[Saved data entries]
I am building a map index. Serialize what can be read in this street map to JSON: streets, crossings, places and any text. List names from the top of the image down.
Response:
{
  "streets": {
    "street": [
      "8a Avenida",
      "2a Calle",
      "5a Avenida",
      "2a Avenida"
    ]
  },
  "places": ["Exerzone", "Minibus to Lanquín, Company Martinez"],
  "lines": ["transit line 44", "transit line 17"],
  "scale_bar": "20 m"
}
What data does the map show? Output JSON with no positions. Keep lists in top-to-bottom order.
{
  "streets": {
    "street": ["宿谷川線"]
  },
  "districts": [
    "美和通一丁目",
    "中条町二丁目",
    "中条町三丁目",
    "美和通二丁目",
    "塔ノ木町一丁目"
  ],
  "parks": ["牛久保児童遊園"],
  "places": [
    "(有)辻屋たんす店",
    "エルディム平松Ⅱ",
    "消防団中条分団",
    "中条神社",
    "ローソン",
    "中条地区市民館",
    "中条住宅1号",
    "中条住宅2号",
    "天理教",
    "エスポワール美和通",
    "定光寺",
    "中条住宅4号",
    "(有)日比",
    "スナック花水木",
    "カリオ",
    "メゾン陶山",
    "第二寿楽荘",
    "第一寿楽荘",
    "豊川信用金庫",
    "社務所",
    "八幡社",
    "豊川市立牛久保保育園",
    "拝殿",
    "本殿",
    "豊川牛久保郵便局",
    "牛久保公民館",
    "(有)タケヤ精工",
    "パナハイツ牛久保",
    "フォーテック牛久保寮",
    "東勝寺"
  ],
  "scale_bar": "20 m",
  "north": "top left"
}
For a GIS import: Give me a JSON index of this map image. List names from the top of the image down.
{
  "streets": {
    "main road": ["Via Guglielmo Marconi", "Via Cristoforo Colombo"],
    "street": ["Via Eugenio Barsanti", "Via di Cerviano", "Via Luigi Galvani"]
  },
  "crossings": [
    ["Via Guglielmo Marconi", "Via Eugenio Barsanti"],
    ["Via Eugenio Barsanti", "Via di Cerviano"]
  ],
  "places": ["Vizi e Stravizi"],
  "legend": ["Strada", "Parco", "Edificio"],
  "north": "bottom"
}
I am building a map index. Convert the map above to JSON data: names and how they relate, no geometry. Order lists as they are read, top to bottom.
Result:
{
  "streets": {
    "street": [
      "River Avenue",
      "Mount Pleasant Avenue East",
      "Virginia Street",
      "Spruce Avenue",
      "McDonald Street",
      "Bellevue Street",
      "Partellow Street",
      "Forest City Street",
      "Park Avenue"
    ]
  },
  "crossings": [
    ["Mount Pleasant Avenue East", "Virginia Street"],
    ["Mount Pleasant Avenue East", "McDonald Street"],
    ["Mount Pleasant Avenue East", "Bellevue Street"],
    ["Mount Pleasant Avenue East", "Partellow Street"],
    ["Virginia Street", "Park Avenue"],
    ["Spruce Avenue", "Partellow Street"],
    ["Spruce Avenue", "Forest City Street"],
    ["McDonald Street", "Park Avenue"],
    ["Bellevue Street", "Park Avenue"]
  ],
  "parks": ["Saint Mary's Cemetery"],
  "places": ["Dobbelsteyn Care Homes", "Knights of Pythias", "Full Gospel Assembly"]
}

Work instruction: Which lines in the records above contain the string "building"? Copy them.

Answer space:
I am building a map index. Serialize what can be read in this street map to JSON: streets, crossings, places and any text. List names from the top of the image down.
I am building a map index. Convert the map above to JSON data: names and how they relate, no geometry. Order lists as they are read, top to bottom.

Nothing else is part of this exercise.